Эф ловил себя на том, что его мысли все больше, до какой-то даже одержимости, занимает Элдрич Палмер — глава «Стоунхарт груп», один из трех богатейших людей в мире, — человек, которого они распознали как главного соучастника заговора Владыки. По мере того как атаки вампиров на территории страны набирали обороты — с каждой прошедшей ночью их количество удваивалось, и, таким образом, штамм вируса распространялся в геометрической прогрессии, — дикторы новостей со всей настойчивостью говорили обратное, сводя эти атаки к «вспышкам насилия». Это было все равно что называть революцию «протестом группы лиц». Дикторы были не настолько глупы, чтобы ничего не понимать, и все же кто-то — не иначе как Палмер, человек, корыстно заинтересованный в том, чтобы вводить в заблуждение американскую публику и весь мир в целом, — управлял ими как марионетками, распоряжался средствами информации и даже взял под под свое крыло ЦКПЗ — Центр по контролю и профилактике заболеваний.

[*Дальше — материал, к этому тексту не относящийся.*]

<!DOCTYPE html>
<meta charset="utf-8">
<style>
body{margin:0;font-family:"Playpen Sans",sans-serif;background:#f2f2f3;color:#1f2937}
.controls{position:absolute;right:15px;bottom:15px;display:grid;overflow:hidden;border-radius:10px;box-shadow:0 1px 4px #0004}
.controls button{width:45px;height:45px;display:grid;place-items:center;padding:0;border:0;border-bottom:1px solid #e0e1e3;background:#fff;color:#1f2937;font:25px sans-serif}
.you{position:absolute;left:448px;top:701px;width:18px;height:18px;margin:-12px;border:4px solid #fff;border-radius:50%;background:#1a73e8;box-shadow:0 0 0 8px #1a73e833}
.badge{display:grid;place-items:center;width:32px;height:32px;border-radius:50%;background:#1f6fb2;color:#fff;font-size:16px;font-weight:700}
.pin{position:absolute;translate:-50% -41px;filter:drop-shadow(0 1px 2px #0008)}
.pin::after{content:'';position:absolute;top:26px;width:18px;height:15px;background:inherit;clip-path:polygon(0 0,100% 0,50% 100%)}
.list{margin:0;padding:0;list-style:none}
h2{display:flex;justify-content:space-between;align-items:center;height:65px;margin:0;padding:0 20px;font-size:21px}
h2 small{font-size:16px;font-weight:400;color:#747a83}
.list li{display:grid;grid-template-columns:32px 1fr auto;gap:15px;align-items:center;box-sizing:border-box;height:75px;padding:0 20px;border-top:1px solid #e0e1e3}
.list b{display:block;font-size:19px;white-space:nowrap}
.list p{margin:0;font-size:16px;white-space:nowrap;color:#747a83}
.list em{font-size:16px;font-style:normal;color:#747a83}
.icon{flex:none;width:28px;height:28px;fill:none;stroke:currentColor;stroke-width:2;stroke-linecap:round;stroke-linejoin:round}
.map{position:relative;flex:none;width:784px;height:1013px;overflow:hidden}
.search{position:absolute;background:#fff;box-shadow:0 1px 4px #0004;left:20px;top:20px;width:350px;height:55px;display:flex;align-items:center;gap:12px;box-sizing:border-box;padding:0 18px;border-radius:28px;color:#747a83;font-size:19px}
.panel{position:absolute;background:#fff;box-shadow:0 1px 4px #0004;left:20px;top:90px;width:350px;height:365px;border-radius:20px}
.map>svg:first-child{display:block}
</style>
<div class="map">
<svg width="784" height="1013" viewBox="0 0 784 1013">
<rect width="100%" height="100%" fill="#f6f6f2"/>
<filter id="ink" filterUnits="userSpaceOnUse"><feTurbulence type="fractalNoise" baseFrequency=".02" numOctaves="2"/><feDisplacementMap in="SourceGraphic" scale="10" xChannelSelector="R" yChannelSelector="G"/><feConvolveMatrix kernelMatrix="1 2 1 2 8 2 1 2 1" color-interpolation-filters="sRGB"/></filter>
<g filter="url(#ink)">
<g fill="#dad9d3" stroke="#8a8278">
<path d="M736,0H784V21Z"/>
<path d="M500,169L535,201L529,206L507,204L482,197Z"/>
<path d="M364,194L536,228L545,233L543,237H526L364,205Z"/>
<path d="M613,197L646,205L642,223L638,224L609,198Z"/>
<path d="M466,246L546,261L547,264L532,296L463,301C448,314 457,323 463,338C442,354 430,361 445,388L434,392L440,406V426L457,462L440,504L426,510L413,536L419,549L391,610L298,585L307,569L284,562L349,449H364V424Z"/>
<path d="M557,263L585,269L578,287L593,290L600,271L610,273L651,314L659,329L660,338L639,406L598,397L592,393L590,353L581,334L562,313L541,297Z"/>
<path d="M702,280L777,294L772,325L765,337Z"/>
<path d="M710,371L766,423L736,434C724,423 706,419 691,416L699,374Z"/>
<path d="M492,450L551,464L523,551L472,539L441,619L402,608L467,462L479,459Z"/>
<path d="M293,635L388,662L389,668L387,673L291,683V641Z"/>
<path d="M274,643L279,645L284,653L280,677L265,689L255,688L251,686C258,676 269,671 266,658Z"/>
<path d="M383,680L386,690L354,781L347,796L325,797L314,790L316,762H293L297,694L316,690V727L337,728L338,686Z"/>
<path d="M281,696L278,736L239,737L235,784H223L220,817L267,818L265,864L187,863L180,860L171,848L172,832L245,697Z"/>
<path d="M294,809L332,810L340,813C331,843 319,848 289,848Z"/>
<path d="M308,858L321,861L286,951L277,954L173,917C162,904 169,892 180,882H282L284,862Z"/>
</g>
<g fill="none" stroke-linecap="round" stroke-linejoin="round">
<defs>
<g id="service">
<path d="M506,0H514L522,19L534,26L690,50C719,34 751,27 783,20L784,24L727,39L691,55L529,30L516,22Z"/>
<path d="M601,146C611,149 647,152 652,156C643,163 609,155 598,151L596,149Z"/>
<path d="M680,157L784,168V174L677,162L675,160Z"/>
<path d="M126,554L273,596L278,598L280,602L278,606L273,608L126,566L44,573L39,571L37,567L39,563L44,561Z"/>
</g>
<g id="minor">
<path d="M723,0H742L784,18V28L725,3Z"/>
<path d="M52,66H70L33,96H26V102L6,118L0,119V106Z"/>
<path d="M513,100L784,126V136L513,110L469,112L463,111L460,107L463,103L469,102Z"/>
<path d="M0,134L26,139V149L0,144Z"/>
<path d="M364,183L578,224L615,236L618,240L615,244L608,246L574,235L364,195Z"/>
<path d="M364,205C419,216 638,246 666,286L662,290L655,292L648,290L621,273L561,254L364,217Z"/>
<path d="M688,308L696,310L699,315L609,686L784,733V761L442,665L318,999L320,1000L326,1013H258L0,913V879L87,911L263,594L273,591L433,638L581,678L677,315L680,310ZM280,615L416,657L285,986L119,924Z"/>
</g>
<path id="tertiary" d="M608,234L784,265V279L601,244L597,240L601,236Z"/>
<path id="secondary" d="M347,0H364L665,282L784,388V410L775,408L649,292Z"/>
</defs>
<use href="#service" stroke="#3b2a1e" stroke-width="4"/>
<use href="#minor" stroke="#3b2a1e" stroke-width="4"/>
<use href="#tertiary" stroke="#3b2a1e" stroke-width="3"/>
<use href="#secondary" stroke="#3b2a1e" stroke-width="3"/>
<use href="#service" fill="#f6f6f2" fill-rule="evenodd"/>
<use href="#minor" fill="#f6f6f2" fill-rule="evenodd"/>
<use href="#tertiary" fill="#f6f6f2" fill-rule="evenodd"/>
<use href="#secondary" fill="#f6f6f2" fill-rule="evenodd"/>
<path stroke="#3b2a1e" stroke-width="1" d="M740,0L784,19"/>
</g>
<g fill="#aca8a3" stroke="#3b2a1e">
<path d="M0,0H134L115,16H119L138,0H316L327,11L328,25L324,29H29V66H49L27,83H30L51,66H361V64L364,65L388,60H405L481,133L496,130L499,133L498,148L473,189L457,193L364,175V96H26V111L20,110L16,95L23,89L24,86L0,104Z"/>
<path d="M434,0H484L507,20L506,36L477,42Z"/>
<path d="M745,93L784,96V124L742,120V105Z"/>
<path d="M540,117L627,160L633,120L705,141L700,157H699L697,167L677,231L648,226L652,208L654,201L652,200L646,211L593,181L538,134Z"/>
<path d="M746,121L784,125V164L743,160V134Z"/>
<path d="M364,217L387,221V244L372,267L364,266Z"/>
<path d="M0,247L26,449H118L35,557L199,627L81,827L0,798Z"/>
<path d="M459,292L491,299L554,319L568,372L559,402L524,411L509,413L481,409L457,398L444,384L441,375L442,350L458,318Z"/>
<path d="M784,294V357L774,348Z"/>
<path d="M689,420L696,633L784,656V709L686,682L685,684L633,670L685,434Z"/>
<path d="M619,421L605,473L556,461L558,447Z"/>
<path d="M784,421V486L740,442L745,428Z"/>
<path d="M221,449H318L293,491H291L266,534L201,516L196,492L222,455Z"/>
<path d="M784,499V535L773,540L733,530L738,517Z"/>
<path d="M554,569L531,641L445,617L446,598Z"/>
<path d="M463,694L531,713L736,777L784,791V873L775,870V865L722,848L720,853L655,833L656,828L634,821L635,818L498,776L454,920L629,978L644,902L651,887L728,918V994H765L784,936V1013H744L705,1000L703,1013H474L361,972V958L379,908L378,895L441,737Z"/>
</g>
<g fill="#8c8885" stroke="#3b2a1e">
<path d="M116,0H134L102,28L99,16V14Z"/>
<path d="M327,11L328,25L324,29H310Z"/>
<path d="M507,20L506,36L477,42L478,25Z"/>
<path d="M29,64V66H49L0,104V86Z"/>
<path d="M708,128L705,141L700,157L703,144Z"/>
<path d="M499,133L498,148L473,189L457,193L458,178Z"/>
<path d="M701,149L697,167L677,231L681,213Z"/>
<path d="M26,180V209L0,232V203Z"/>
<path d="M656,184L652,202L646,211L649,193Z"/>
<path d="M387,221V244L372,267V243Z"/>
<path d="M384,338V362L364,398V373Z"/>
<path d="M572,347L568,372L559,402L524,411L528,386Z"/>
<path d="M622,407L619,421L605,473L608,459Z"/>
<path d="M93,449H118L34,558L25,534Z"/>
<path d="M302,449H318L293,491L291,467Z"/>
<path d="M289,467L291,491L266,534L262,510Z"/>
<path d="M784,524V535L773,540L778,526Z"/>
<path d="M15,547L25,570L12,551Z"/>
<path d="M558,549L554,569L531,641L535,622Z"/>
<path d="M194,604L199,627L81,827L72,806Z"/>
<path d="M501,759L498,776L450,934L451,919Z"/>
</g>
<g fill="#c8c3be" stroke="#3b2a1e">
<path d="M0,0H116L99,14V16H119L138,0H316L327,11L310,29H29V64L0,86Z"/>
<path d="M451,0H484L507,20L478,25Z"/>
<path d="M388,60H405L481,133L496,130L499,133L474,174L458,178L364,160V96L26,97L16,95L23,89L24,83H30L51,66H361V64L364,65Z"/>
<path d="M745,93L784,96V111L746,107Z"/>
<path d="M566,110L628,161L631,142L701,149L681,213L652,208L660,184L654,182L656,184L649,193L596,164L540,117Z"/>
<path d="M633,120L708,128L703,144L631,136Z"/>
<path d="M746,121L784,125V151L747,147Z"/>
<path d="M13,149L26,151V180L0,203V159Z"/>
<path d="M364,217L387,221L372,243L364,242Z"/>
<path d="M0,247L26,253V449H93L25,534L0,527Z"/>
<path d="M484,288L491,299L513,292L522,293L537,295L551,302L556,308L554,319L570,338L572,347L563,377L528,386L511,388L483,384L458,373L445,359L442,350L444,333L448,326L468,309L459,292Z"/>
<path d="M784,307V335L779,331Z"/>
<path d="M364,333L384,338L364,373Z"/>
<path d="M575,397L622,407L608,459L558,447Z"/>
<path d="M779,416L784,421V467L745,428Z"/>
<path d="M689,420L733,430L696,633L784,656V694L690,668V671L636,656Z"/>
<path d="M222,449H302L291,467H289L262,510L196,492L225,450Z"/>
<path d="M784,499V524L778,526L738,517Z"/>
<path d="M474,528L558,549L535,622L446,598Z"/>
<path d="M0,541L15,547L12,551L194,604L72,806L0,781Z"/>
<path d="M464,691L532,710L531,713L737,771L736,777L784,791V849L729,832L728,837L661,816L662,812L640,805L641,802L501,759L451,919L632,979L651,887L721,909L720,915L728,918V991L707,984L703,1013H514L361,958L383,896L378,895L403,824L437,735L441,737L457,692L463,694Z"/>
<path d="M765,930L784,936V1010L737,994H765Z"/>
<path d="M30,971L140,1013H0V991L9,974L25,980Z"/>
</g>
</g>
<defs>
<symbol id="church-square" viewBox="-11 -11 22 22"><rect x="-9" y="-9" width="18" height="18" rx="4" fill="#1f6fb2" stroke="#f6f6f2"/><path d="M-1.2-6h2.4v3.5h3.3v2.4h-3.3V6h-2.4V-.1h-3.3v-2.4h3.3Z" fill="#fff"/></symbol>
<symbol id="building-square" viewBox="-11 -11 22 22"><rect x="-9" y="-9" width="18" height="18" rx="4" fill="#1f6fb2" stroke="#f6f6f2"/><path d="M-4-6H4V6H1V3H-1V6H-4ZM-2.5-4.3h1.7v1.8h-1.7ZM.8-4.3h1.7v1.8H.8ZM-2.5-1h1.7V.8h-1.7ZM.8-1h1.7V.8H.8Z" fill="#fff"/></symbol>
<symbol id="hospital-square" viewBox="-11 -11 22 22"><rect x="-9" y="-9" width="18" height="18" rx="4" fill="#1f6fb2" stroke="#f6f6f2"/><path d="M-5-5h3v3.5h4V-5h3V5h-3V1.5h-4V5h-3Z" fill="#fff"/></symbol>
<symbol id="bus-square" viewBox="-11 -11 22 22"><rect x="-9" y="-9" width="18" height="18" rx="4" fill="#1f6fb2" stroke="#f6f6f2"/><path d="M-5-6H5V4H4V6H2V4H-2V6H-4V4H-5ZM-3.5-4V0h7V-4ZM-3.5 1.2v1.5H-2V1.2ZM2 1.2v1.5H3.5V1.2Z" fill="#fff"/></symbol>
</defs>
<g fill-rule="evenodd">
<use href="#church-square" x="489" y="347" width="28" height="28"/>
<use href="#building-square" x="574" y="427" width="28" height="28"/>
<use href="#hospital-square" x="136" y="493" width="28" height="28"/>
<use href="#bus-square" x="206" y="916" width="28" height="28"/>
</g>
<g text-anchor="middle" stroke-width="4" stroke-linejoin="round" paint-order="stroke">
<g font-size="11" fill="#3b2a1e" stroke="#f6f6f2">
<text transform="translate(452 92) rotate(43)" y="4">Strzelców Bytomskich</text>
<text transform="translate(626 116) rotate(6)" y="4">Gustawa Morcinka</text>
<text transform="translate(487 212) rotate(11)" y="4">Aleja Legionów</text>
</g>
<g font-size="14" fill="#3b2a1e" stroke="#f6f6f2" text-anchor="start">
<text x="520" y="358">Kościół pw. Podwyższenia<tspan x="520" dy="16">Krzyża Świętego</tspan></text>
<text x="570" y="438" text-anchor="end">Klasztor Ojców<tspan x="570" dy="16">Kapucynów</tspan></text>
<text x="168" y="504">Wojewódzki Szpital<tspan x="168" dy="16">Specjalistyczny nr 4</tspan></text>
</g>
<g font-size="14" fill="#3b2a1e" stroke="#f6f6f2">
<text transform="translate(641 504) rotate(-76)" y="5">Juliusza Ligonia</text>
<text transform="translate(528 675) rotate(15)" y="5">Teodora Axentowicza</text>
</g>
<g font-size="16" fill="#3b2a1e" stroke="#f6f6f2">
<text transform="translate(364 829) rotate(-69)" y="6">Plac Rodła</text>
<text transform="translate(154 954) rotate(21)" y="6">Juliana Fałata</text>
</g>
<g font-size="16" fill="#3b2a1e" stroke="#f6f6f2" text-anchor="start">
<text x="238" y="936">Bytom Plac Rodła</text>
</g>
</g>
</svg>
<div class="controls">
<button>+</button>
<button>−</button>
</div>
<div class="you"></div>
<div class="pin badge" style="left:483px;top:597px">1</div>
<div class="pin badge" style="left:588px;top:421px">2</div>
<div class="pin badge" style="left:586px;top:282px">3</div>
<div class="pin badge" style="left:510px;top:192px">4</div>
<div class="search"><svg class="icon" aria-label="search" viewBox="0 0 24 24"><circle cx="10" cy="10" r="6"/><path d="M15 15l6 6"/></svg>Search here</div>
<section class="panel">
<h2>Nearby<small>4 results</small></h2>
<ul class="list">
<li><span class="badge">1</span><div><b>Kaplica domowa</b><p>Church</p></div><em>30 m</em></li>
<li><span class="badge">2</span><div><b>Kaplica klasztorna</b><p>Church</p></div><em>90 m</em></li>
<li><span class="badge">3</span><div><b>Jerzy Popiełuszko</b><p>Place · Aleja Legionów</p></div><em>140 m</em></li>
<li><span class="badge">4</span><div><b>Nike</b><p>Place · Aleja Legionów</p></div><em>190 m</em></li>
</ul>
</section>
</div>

Только «Стоунхарт груп», возглавляемая Палмером, могла профинансировать и осуществить такую мощную кампанию дезинформации, которая развернулась после затмения. Для себя Эф решил: если им пока было не по силам быстро одолеть Владыку, что ж, они вполне могли покончить с Палмером, который был не только стар, но и, как знали все, чудовищно немощен. Любой другой человек ушел бы в мир иной еще лет десять назад, однако несметные богатства Палмера и его неограниченные ресурсы сохраняли ему жизнь, подобно тому, как древний винтажный автомобиль поддерживается в рабочем состоянии за счет круглосуточного обслуживания. Как полагал врач, сидящий внутри Эфа, жизнь стала для Палмера чем-то вроде фетиша. Этот человек словно задался вопросом: ну, и как долго я могу протянуть?
Ярость Эфа, нацеленная на Владыку — за то, что тот обратил Келли и растоптал всю его веру в науку и медицину, — была оправданна, но бессильна: это было все равно что грозить кулаком самой смерти. Однако обличение Палмера, человеческого сообщника Владыки, послушного исполнителя его намерений, давало мукам Эфа направление и цель. Даже лучше того — оно узаконивало его жажду личного отмщения.